[[ The input open ]]

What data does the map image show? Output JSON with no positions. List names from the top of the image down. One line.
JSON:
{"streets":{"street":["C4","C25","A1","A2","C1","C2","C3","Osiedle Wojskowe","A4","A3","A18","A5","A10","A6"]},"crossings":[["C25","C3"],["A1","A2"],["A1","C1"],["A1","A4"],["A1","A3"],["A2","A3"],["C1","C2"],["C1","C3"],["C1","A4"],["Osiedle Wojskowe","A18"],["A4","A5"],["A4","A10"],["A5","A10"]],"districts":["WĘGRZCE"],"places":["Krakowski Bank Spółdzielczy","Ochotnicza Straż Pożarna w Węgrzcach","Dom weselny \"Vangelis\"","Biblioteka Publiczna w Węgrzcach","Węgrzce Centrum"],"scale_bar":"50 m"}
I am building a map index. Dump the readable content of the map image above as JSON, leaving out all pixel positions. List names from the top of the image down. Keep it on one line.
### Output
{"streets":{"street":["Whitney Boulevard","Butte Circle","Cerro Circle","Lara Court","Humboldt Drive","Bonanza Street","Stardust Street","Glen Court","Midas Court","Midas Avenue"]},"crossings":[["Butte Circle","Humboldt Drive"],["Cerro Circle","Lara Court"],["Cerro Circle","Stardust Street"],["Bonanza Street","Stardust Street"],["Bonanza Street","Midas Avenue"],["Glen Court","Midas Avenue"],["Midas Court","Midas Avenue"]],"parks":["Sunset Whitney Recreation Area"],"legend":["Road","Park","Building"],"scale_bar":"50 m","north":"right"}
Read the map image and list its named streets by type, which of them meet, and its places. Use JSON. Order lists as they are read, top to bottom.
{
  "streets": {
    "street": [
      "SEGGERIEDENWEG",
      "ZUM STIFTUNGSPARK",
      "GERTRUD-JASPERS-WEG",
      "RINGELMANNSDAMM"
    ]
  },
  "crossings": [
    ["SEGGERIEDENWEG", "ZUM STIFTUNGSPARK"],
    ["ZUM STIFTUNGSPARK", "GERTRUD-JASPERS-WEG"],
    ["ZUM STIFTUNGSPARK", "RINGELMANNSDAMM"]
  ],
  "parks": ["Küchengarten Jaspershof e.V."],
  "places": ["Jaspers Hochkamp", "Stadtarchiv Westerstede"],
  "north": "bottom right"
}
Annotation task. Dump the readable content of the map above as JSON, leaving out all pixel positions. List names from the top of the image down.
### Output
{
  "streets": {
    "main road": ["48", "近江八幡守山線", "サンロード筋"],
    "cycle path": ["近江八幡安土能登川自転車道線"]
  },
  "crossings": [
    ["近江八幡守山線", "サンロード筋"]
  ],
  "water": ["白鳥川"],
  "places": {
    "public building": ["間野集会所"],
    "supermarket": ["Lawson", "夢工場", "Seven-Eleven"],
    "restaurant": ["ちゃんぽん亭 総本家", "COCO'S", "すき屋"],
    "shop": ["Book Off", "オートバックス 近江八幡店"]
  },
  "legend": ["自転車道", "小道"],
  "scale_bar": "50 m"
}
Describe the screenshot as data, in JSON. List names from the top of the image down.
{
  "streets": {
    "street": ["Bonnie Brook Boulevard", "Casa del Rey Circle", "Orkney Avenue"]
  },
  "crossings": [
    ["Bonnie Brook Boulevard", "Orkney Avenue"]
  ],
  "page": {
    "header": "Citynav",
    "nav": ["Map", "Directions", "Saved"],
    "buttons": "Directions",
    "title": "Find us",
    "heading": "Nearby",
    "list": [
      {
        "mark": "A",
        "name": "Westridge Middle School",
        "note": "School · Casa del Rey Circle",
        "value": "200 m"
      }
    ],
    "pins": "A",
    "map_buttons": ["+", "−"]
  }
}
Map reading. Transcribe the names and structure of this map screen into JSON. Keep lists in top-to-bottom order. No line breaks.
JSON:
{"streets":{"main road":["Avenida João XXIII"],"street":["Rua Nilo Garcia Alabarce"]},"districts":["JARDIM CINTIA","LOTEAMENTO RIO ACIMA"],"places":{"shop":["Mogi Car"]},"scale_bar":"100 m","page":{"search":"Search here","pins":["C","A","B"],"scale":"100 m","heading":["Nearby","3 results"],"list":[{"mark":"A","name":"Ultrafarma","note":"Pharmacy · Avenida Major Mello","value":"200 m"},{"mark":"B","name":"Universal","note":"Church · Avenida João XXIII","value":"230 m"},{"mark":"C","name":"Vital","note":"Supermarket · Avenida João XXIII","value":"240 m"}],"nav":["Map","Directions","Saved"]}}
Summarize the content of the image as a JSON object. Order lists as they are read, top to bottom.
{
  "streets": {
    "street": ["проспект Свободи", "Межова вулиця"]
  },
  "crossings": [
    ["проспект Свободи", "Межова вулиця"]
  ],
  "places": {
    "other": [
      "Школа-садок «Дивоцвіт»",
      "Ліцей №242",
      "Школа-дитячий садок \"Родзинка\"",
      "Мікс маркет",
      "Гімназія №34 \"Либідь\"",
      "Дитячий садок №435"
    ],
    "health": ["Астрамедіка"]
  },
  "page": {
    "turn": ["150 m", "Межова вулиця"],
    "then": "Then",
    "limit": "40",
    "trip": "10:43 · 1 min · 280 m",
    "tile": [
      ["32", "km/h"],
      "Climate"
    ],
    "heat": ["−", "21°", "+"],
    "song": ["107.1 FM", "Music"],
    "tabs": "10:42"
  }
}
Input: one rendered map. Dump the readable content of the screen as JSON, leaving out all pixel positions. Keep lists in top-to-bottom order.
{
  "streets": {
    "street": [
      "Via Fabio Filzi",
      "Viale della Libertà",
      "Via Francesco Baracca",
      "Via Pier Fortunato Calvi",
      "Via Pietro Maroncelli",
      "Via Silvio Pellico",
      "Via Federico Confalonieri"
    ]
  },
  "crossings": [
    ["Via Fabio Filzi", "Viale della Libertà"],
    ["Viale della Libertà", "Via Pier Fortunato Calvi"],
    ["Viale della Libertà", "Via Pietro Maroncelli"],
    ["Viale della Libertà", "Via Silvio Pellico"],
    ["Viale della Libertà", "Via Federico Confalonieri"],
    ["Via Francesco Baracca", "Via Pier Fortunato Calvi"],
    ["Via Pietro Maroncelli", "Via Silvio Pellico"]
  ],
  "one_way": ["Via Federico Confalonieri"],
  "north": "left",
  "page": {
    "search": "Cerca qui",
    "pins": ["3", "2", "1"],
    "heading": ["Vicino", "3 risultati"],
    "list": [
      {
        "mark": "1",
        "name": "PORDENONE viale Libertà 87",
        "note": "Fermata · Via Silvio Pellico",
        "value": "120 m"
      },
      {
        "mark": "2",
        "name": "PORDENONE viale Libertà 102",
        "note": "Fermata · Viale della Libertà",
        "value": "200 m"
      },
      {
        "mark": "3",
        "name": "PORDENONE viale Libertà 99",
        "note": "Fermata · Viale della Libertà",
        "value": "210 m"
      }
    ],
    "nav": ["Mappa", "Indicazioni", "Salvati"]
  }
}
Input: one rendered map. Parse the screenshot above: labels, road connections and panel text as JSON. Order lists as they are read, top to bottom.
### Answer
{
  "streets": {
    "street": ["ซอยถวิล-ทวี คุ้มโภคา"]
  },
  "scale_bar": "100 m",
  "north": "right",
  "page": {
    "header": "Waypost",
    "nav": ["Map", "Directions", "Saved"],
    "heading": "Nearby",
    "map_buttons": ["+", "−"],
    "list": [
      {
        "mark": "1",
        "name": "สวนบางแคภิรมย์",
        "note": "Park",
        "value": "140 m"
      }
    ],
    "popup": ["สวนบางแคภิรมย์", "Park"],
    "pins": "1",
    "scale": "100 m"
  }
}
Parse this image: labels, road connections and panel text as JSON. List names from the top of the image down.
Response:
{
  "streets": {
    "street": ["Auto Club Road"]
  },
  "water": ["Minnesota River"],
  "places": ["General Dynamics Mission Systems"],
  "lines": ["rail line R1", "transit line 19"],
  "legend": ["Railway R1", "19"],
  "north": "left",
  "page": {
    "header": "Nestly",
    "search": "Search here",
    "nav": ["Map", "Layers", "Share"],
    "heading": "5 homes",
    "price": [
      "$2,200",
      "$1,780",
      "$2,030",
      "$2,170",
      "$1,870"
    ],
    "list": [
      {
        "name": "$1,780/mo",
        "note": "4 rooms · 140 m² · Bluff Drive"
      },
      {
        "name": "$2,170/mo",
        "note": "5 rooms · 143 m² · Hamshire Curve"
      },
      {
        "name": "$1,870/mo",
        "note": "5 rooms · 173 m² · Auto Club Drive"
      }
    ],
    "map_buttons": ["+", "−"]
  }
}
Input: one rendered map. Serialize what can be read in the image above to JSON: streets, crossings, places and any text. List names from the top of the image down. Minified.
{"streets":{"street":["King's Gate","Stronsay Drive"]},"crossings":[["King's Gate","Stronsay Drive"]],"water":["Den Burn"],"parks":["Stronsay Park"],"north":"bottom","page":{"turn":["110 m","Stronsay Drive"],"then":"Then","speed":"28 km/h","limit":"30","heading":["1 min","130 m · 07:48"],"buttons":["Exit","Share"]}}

[[ The input closed ]]

__Work item__: Your reply must consist solely of the number of lines in the listing above that include the word "this".

__Output of the task__: 2